27/05/2024
Flash boursier
Key data
USD/CHF | EUR/CHF | SMI | EURO STOXX 50 | DAX 30 | CAC 40 | FTSE 100 | S&P 500 | NASDAQ | NIKKEI | MSCI Emerging Markets | |
Latest | 0.91 | 0.99 | 11'931.70 | 5'035.41 | 18'693.37 | 8'094.97 | 8'317.59 | 5'304.72 | 16'920.79 | 38'646.11 | 1'082.98 |
Trend | |||||||||||
YTD | 8.69% | 6.81% | 7.13% | 11.37% | 11.59% | 7.32% | 7.56% | 11.21% | 12.72% | 15.49% | 5.79% |
(values from the Friday preceding publication)
Rate cuts on the horizon
Equity markets were hit by a wave of profit-taking last week, leading the main indices slightly lower – with the exception of Nasdaq, which was lifted by solid results from Nvidia.
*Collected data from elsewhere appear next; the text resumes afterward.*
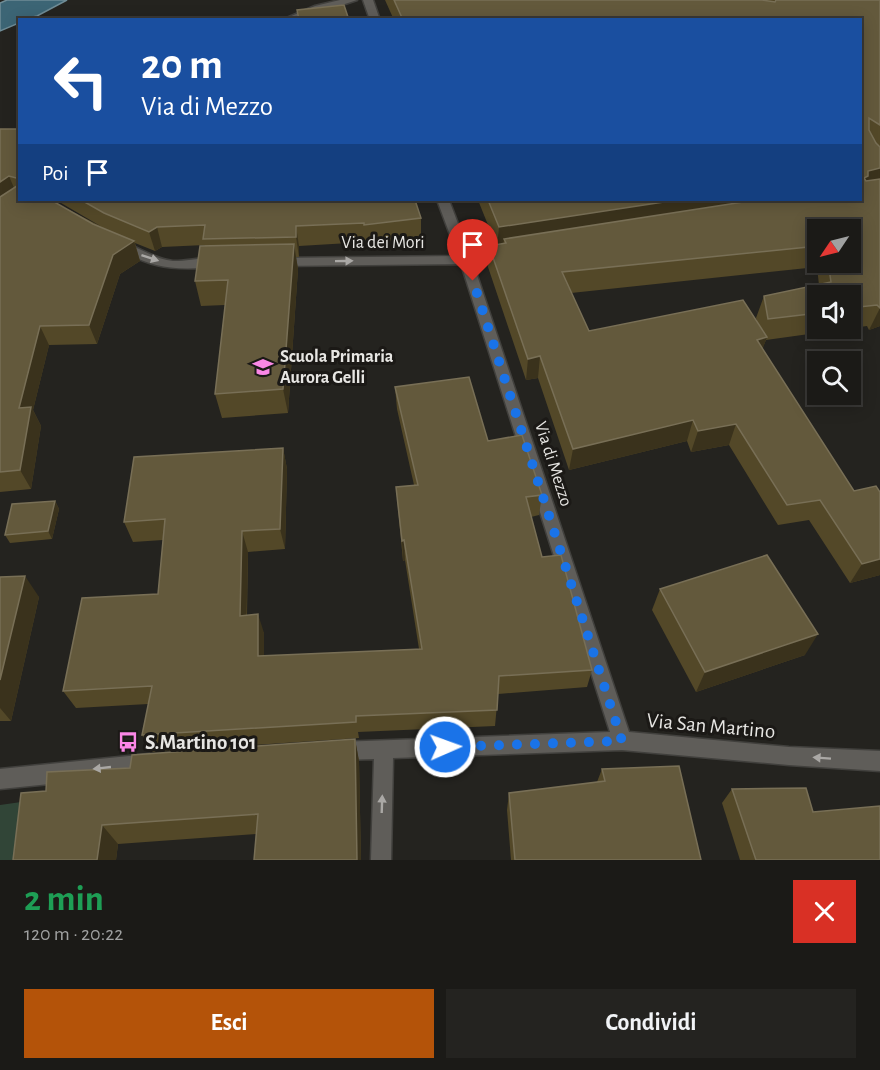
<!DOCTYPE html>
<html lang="it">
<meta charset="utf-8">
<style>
:root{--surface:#1b1a17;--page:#242320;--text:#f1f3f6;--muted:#a0a1a1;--line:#393836;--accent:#b45309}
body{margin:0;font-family:"Alegreya Sans",sans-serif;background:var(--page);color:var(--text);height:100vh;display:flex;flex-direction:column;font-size:22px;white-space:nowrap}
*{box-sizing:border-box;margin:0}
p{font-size:20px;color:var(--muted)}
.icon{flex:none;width:33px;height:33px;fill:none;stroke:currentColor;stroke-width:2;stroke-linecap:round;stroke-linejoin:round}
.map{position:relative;height:860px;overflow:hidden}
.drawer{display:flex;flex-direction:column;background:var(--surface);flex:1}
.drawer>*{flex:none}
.top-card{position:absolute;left:18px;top:18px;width:844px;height:183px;border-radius:0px;box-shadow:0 3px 15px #0003,0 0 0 2px var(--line);background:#1a4fa0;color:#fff;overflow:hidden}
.needle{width:39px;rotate:235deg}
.controls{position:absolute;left:807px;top:219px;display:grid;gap:12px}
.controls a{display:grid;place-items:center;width:54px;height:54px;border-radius:0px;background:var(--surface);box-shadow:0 3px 15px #0003,0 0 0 2px var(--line);font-size:30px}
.pin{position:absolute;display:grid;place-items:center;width:51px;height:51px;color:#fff;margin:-62px -26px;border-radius:50% 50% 50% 0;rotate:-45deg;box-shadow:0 0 6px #0007}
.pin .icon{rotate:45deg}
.me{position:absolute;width:66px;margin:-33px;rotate:88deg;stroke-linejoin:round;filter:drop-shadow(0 0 4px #0008)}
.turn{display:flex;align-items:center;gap:21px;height:126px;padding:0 24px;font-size:27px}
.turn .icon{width:78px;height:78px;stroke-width:2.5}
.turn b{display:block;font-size:42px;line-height:51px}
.then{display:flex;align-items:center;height:57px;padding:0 24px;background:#0003;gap:12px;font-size:22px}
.round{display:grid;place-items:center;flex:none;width:63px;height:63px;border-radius:0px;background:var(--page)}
.headline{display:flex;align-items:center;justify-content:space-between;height:102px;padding:0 24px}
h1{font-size:36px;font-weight:600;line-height:45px;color:#1e9e55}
.button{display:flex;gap:12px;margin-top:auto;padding:12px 24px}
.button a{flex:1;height:69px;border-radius:0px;background:var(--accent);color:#fff;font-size:24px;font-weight:600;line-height:69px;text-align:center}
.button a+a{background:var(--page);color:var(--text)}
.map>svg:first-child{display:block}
.green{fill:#314537}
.water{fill:#3c6575;stroke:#6f8c96;stroke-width:1.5}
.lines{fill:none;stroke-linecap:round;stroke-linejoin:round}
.street-casing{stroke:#41403d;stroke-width:3}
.street{fill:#5f5d59;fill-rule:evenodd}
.wall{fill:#534828;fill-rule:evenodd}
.shaded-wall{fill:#3a321c}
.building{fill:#63593c;stroke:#786f56;stroke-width:1.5}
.oneway{fill:#aaa8a5}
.route{stroke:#1a73e8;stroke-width:10;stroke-dasharray:0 18}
.labels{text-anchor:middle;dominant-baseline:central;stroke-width:6;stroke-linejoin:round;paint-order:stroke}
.street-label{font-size:18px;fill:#e7e6e3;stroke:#1b1916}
.poi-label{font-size:18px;font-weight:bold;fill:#e7e6e3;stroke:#1b1916;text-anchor:start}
.near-street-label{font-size:21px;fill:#e7e6e3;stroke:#1b1916}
.near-poi-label{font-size:21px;font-weight:bold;fill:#e7e6e3;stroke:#1b1916;text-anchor:start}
</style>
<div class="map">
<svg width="880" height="860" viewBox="0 0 880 860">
<rect width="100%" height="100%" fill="#24231f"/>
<path class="green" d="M42,799L34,860H0V805Z"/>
<path class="water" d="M7,0H67L37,16L20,20L19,23L0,31V3Z"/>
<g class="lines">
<g class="street-casing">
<g id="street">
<path d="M340,0H357L297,20H282L315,6Z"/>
<path d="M363,0H373L380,20H370Z"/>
<path d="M437,200H449L470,255L508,249L514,253L508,257L473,263L629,732L789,747L880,751V771L789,765L622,750L393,758L391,860H371L374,759L338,760L331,758L328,751L331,744L338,742L610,732L461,264L278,266L272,262L278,258L458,256Z"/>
<path d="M119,241C138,246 153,259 173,261C187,262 215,253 224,263C219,269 210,268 202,268C163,270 149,265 115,248L113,245L115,242Z"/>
<path d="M149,754L156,757L159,764L156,771L149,774L0,789V769Z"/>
</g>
</g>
<use href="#street" class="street"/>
</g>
<g class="wall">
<path d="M385,0H762L766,1V0H880V326L869,330L867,326L766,340L762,349L854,491L880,492V575L850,583L809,520L778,525L729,445L691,452L687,441L569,470L538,378L526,380L488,267L489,246L496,245L478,200H861V20H394ZM818,230L850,262H818ZM817,267L819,285L764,296L756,318L757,321L589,331L571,293ZM818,296H850V328H818Z"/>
<path d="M0,129H20V200L56,203L102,227L56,200H415L421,218V238L366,244V242L299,246V257H296L298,269L288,413L222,418L215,394L225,305L201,306L195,281L205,245L162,247L155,251L135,243L140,261L120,274L97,344L49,345L33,410L41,426L31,489L0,492Z"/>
<path d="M395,387L488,441L542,495L539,515L531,517L542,557L592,670L587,687L498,694L495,726L358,732L359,738L152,752L142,735L148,704L76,708L63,691L158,594L163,540L133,542L124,522L283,448L287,469L285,549L248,552L247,615L264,633V656L419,649L405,560L403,561L396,487L414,485L397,409Z"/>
<path d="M55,501L59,509L52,539L10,543L5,535Z"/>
<path d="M0,577L39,597L11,721H0Z"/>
<path d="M660,589L805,655L696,692L652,610Z"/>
<path d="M355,739L359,761L361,860H254L256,834L118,844L116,860H13L46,791Z"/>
<path d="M602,769L701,860H511L507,810L509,793L597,782Z"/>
<path d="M732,789L813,812L880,860H740L722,803Z"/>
</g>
<g class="shaded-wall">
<path d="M880,168V187L861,185L868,171Z"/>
<path d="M9,176L17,195L0,207V182Z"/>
<path d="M677,200H811L506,243L504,239L503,248H497L499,227Z"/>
<path d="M296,226L299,246V257L296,237Z"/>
<path d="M157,227L162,247L155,251L149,232Z"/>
<path d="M134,241L140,261L120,274L97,344L89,325L113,255Z"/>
<path d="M294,244L298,269L288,413L283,389Z"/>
<path d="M880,308V326L869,330Z"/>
<path d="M40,326L49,345L33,410L41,426L31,489L20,470L19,408Z"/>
<path d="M767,337L759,359L757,340Z"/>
<path d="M540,356L538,378L526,380L528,359Z"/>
<path d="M693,420L687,441L569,470L573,449Z"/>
<path d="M736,424L729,445L691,452L698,431Z"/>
<path d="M283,448L287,469L285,549L280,529Z"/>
<path d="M55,501L59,509L52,539L48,531Z"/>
<path d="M242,531L248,552L246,635L240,616Z"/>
<path d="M404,540L405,560L403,561L402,541Z"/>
<path d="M880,559V575L850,583L862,564Z"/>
<path d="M25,576L39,597L11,721L0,708V680Z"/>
<path d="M258,614L264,633V674L258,656Z"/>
<path d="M818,634L805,655L696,692L705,672Z"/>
<path d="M355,739L359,761L361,860H357Z"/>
<path d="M102,825L118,844L116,860H97Z"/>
</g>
<g class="building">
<path d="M394,0H762L775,2L776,0H880V125L869,118V130L876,143L880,147V168L868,171V176L864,178L866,181L880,179V308L877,305L850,308V296H818V313L768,319L764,296L831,282L828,262H850V230H818V246L562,272L589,331L743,300L767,337L757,340L854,491L876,486L880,492V559L862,564L820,500L787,505L736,424L698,431L693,420L573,449L540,356L528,359L489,246L506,243L504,239L756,200H861V20H403Z"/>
<path d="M344,5L349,20H299L297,10Z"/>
<path d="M240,17V20H214Z"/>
<path d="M0,129H20V179L9,176L0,182Z"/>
<path d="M20,184V200H51L93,224L134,241L113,255L89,325L40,326L19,408L31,407L20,470L0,472V197Z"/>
<path d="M81,200H415L421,218L364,225V223L296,226V237L203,239L205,225L157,227L149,232L104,213Z"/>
<path d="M488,200H677L499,227Z"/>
<path d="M294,244L283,389L215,394L228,280L195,281L200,246Z"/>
<path d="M469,377L488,441L522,435L542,495L526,497L542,557L561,555L592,670L499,676L497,710L356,716V722L142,735L152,686L63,691L82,598L158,594L165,519L124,522L134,457L283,448L280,529L242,531L240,616L258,614V656L422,649L404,540L402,541L396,487L418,485L395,387Z"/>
<path d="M55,501L48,531L5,535L12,504Z"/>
<path d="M767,555L818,634L705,672L660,589Z"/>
<path d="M25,576L0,680V577Z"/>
<path d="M355,739L357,860H254L258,814L102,825L97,860H13L21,793L46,791L47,772L130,768L132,755Z"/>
<path d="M679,766L701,860H515L509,793L605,781L602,769Z"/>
<path d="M806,788L813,812L880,806V860H756L732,789Z"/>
</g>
<defs><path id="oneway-solid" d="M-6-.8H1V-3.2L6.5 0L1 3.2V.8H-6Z" transform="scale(1.5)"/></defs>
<g class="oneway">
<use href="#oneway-solid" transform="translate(150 258) rotate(18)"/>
<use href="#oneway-solid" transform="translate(344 261) rotate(-1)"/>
<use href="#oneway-solid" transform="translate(822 758) rotate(-176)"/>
<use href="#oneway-solid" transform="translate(102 768) rotate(174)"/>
<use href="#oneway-solid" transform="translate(382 804) rotate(-88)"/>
</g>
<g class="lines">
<path class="route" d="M445,747L622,741L473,281"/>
</g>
<defs>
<g id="school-bare" transform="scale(1.62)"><path d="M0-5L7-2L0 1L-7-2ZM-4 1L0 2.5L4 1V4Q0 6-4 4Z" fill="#fb87e6" stroke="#1b1916" stroke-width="2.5" paint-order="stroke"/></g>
<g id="bus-bare" transform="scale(1.62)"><path d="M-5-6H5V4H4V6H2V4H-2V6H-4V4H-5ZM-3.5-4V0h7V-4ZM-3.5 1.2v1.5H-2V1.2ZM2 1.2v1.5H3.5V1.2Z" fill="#fb87e6" stroke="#1b1916" stroke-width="2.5" paint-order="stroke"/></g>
</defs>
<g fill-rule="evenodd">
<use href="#school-bare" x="263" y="367"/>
<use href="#bus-bare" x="128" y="742"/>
</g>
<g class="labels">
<g class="street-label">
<text x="383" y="243">Via dei Mori</text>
<text transform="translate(553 464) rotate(72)">Via di Mezzo</text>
</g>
<g class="poi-label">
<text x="280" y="357">Scuola Primaria<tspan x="280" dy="21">Aurora Gelli</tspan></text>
</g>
<g class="near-street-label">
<text transform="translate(711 726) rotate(5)">Via San Martino</text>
</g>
<g class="near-poi-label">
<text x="145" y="742">S.Martino 101</text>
</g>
</g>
</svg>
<div class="controls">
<a><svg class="needle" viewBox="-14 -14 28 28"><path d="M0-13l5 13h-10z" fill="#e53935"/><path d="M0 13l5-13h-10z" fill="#a0a1a1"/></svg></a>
<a><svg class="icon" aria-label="sound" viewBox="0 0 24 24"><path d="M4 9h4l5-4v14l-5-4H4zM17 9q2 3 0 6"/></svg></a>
<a><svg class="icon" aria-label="search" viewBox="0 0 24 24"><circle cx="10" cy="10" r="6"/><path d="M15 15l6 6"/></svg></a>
</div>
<div class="pin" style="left:473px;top:281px;background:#d93025"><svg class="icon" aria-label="arrive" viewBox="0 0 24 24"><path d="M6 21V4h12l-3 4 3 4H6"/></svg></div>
<svg class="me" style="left:445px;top:747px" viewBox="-20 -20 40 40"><circle r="17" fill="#1a73e8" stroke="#fff" stroke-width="3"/><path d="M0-11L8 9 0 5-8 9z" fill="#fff"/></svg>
<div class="top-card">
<div class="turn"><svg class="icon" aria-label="left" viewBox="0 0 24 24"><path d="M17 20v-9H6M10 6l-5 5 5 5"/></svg><div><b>20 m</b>Via di Mezzo</div></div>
<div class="then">Poi<svg class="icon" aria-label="arrive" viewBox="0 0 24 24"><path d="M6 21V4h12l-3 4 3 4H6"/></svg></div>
</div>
</div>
<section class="drawer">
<div class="headline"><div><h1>2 min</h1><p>120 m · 20:22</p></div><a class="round" style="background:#d93025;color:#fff"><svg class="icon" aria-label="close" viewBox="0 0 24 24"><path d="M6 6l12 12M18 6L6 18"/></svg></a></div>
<div class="button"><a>Esci</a><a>Condividi</a></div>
</section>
In fixed income, yields were up slightly. The US 10-year yield reverted to 4.45% while the German counterpart broke upside of the 2.60% mark, on the strength of continued strong macroeconomic data out of the US.
In the US, initial jobless claims clocked in at 215,000 in the week beginning 13 May, down 8,000 on the previous week.
Looking at economic activity, growth in the US private sector accelerated sharply in May, as evidenced by the composite PMI climbing to 54.4 from 51.3 in the previous month.
These solid stats and the continued cautious stance from some Fed committee members might have cast a cloud over a future rate cut.
But the release of the University of Michigan’s confidence index showed that consumers expect prices to rise less quickly than they previously feared, which soothed concerns towards the end of the week about the Fed staying its hand.
In Europe, the economic recovery is gathering pace. The HCOB composite PMI for the Eurozone rose from 51.7 in April to 52.3 in May, marking the third consecutive monthly increase in private-sector performance. In addition to the solid showing from services, output levels in the manufacturing sector stabilised, notably in Germany.
The economic outlook is improving at an ever-faster rate. Full-year GDP growth in the region of 1% now looks achievable for 2024. The ECB will be looking for any signs of continued wage growth, although this is unlikely to change its plans. It could, however, prompt it to keep rates on hold for a while after the June cut.
All in all, the S&P 500 ended the week stable at 0.03%, while the tech-focused Nasdaq gained a more impressive 1.41%. The Stoxx 600 Europe edged down by 0.45%.
With central banks’ policy announcements around the corner in June, the coming week will be marked by the release of price data, in particular the flash estimate for German inflation in May and US PCE inflation in April.